As this night of Scotch drinking and a little hair pulling ensues, the good wife Alice (Lane Carlock) and the handsome jerk Jim (Brian Kurlander) will engage in a game of psychological manipulation that proves the old Hitchcockian adage that the suggestion of terror is more effective than the thing itself. The cake that Alice has made and displayed under a pretty glass dome will surely be eaten and savored. But what about the knife that cuts it?
From a ladder that appears mysteriously in the trees outside the couple’s dining room window to the lights that seem to go dimmer and brighter as if controlled by some invisible hand, director Freddie Ashley and his design team (particularly scenic designer Philip Male) exact delicate tensions from Nowell’s tangle of mysteries. It’s an elegant, smartly staged, finely acted play about power shifts, secret agendas and money.
Seems that Alice and Jim’s dearly departed but messy friend Vera has left them a $5 million insurance police. But why? And was Vera’s death a murder or a suicide? If it was a suicide, the insurance company won’t pay. If it was murder, whodunit?
Nowell, who is married to mystery writer and playwright Phillip DePoy, apparently loves a good thriller, and she is working in a literary tradition continuum that goes from Agatha Christie to Anthony Shaffer (“Sleuth”). What’s interesting about this story, what may cause you to stop over your morning coffee and ponder what really happened, is the way Alice reveals a secret, only to have it topped by Jim. But what is true and what is purely made up? Much is at stake here, and much will be sorted through before the couple can make nice and get on with their lives.
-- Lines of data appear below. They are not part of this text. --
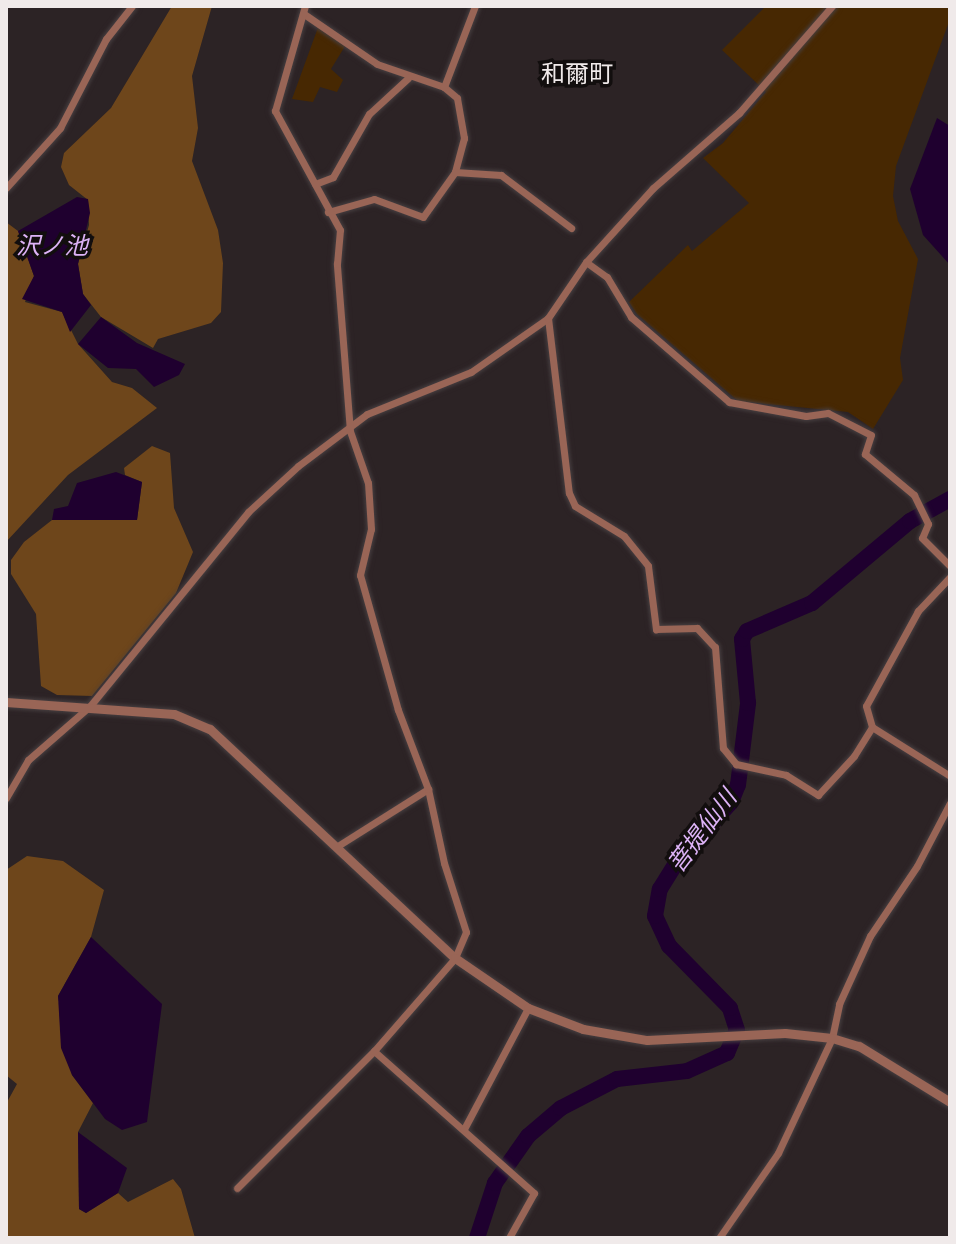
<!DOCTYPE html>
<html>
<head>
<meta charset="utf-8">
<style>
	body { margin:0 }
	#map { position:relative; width:956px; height:1244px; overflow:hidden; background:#2c2325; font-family:"IBM Plex Serif","Noto Sans JP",serif }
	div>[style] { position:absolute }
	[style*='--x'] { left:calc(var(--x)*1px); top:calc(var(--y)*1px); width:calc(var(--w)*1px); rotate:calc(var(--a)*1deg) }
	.green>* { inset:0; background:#472802 }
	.forest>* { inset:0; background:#6e461b }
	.water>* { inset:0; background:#1f002f }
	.river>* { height:16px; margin:-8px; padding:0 8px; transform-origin:8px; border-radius:8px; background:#1f002f }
	.roads { filter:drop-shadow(0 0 2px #473f41) drop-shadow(0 0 2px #473f41) }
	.minor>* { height:7px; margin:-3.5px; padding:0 3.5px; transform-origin:3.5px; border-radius:3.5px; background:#996556 }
	.tertiary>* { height:9px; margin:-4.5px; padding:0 4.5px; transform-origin:4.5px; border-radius:4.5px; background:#996556 }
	span { translate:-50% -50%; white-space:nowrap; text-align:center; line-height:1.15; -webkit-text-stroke:7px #120e0e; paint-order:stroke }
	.neighbourhood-label { font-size:24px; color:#f0eaea }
	.water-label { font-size:24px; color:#ddb3f7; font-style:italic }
	.frame { position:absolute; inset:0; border:8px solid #f0eaea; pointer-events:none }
</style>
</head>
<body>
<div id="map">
	<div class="green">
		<div style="clip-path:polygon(766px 6px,950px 6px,950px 19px,896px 166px,893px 196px,898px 221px,918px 259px,900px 358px,903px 380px,873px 429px,848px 412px,738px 401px,637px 314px,629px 302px,688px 245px,692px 251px,749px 203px,703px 158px,723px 143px,766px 92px,722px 50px)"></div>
		<div style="clip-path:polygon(320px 22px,347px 43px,331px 69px,343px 80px,337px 92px,320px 87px,313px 102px,292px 99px)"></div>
	</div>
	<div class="forest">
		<div style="clip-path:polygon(172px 6px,212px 6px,192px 76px,198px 128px,192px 161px,218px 230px,223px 263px,221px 312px,211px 323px,158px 339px,153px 348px,101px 317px,83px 294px,78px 264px,89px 225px,88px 200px,69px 185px,61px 167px,64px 153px,111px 108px)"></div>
		<div style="clip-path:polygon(6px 222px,18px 231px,34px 276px,25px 302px,62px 312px,78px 344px,112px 382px,132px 388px,157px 408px,68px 475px,6px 542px)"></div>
		<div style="clip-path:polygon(152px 446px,170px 453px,174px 508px,193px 552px,176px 593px,92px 696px,57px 695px,41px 686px,36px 614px,11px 574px,11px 560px,24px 542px,52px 520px,137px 520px,142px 482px,125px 475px,124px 468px)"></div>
		<div style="clip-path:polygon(27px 856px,63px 861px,104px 890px,91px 937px,58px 996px,72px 1075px,93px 1103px,78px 1132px,79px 1209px,86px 1213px,118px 1193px,128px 1202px,173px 1179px,181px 1189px,195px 1238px,6px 1238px,6px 1104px,17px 1084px,6px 1075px,6px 870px)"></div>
	</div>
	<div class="water">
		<div style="clip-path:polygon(937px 118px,950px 126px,950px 265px,923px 235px,910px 189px)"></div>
		<div style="clip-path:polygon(77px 197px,88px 199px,90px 213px,78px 264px,83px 294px,91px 305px,70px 332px,62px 312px,22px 299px,34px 276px,18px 231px)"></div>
		<div style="clip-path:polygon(101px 317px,137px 343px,185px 364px,179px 375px,154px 387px,136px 369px,108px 368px,78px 344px)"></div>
		<div style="clip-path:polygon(116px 472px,142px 482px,137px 520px,52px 520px,54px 509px,68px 506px,77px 483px)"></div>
		<div style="clip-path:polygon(91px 937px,162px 1004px,147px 1122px,122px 1130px,105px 1119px,72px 1075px,61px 1048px,58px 996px)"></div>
		<div style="clip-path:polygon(78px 1132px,127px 1168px,118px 1193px,86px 1213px,79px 1209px)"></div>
	</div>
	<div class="river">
		<div style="--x:477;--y:1238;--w:58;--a:-71.9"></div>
		<div style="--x:495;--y:1183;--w:57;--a:-54.9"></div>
		<div style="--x:528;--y:1136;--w:43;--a:-40.3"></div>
		<div style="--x:561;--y:1108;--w:63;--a:-27.4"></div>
		<div style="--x:617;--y:1079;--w:70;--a:-6.5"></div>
		<div style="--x:687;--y:1071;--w:44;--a:-24.2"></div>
		<div style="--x:727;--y:1053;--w:25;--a:-67"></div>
		<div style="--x:737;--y:1030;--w:23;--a:-108"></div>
		<div style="--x:730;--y:1008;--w:87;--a:-134.5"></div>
		<div style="--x:669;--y:946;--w:33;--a:-115"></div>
		<div style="--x:655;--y:916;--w:27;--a:-80"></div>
		<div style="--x:660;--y:889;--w:32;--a:-58"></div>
		<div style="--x:677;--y:862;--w:81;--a:-48"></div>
		<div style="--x:731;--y:802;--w:18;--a:-68"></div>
		<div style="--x:738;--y:785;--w:83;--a:-83"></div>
		<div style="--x:748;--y:703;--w:64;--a:-95.4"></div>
		<div style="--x:742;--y:639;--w:9;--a:-58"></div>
		<div style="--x:747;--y:631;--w:71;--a:-23.3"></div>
		<div style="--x:812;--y:603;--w:128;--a:-39.9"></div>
		<div style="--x:910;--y:521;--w:46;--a:-28.8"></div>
	</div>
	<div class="roads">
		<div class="minor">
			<div style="--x:304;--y:14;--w:88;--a:34.4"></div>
			<div style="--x:377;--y:64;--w:71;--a:18.9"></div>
			<div style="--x:444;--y:87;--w:17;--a:40"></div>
			<div style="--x:457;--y:98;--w:41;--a:80.1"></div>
			<div style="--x:464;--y:138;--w:35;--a:105"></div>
			<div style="--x:455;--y:172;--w:55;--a:125.4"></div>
			<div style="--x:423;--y:217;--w:52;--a:-159.8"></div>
			<div style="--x:374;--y:199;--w:48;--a:164.2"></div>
			<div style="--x:444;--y:87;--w:87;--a:-69.1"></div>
			<div style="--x:455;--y:172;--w:46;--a:3.7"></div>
			<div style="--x:501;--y:175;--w:88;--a:37.1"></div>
			<div style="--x:315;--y:184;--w:19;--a:-21"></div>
			<div style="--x:333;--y:177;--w:73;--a:-60.3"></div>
			<div style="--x:369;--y:114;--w:53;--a:-42.7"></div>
			<div style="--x:6;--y:188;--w:81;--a:-48"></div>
			<div style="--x:60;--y:128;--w:100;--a:-62.7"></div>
			<div style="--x:106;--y:39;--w:42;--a:-51.8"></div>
			<div style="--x:586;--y:262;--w:26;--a:36"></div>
			<div style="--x:607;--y:277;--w:47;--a:59"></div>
			<div style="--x:631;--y:317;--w:130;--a:40.9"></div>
			<div style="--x:729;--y:402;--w:78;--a:10.3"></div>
			<div style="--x:806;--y:416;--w:22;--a:-8"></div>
			<div style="--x:828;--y:413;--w:48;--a:27.1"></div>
			<div style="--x:871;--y:435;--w:20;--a:108"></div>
			<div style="--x:865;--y:454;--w:64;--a:39.9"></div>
			<div style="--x:914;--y:495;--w:32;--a:64"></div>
			<div style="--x:928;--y:524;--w:15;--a:113"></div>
			<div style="--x:922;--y:538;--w:40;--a:45"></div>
			<div style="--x:548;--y:318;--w:176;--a:83.2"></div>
			<div style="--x:569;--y:493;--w:14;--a:65"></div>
			<div style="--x:575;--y:506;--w:57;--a:31.5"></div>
			<div style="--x:624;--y:536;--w:38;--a:51"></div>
			<div style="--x:648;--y:566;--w:64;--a:82.8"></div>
			<div style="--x:656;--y:629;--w:41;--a:-1.4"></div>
			<div style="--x:697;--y:628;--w:26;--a:47"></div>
			<div style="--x:715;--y:647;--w:101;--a:85.5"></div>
			<div style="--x:723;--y:748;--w:21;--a:51"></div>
			<div style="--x:736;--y:764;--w:51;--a:12.4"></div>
			<div style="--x:786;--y:775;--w:38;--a:32"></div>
			<div style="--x:818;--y:795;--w:53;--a:-47.3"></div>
			<div style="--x:854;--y:756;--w:34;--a:-58"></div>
			<div style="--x:950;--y:577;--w:47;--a:133.3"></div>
			<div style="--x:918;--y:611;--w:108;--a:118.7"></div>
			<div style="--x:866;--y:706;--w:22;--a:74"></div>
			<div style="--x:872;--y:727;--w:92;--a:32.1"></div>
			<div style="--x:6;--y:798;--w:44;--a:-59.9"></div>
			<div style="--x:28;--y:760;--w:82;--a:-41.1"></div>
			<div style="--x:90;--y:706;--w:250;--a:-50.8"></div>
			<div style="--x:248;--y:512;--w:68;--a:-42.6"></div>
			<div style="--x:298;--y:466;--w:86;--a:-37"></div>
			<div style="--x:367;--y:414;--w:112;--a:-22"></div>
			<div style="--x:471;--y:372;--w:94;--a:-35"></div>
			<div style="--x:548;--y:318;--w:68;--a:-55.8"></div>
			<div style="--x:586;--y:262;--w:100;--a:-47.8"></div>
			<div style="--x:653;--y:188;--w:114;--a:-41.1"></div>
			<div style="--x:739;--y:113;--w:142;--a:-49"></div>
			<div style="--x:336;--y:847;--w:109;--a:-32.2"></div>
			<div style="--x:374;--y:1051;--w:214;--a:41.6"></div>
			<div style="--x:534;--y:1193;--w:51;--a:119.1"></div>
			<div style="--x:464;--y:1129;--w:137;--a:-62.1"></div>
			<div style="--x:237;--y:1188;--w:194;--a:-45"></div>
			<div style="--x:374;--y:1051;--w:123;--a:-48.9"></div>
			<div style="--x:455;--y:958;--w:28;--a:-67"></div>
			<div style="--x:466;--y:932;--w:72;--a:-107.7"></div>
			<div style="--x:444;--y:863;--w:76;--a:-102.2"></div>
			<div style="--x:428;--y:789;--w:85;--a:-110.8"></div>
			<div style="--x:398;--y:710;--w:140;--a:-105.7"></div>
			<div style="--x:360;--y:575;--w:47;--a:-76.6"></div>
			<div style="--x:371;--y:529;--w:46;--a:-93.7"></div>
			<div style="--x:368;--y:483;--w:55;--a:-109.1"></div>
			<div style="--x:350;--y:431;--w:168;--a:-94.5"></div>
			<div style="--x:337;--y:264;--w:34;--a:-85"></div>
			<div style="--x:340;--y:230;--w:136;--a:-118.6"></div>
			<div style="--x:275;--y:111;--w:109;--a:-74.1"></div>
			<div style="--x:719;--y:1238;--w:103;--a:-55.2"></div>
			<div style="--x:778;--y:1153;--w:127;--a:-64.8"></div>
			<div style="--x:832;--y:1038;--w:35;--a:-78"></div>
			<div style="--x:839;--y:1004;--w:75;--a:-65.5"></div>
			<div style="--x:870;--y:936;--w:84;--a:-56.1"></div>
			<div style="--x:917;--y:866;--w:71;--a:-62.4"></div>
		</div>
		<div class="tertiary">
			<div style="--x:6;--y:702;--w:168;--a:4.1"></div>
			<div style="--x:174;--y:714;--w:39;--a:23"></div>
			<div style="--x:210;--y:729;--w:335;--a:43.1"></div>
			<div style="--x:455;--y:958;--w:88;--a:34.4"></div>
			<div style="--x:528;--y:1008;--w:59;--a:20.9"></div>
			<div style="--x:583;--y:1029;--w:65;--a:9.8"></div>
			<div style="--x:647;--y:1040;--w:138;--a:-2.9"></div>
			<div style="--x:785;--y:1033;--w:47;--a:6.1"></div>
			<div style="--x:832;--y:1038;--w:28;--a:17"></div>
			<div style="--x:859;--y:1046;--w:107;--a:31.6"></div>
		</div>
	</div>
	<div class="neighbourhood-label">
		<span style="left:577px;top:74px">和爾町</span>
	</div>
	<div class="water-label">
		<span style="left:52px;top:246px">沢ノ池</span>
		<span style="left:702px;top:831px;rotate:-53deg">菩提仙川</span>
	</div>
	<div class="frame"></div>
</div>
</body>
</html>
Nowell is on to something intriguing here, and almost gets it, but there’s a forced, carefully rehearsed, almost gimmicky feeling to the structure. Whether truth or lies, the stories that emerge from Alice and Jim ultimately aren’t all that titillating. “Albatross” ends up being a pretty puzzle, but in the end the audience may feel a tad more slighted than riveted.
Theater review
“Albatross”
Grade: B-
8 p.m. Thursdays-Saturdays. 5 p.m. Sundays. (2 p.m. Nov. 7). Through Nov. 20. $25-$32. Actor's Express, 887 West Marietta St. N.W., Suite J-107. Atlanta. 404-607-7469, actorsexpress.com
Bottom line: Smart-looking puzzle never quite snaps into place.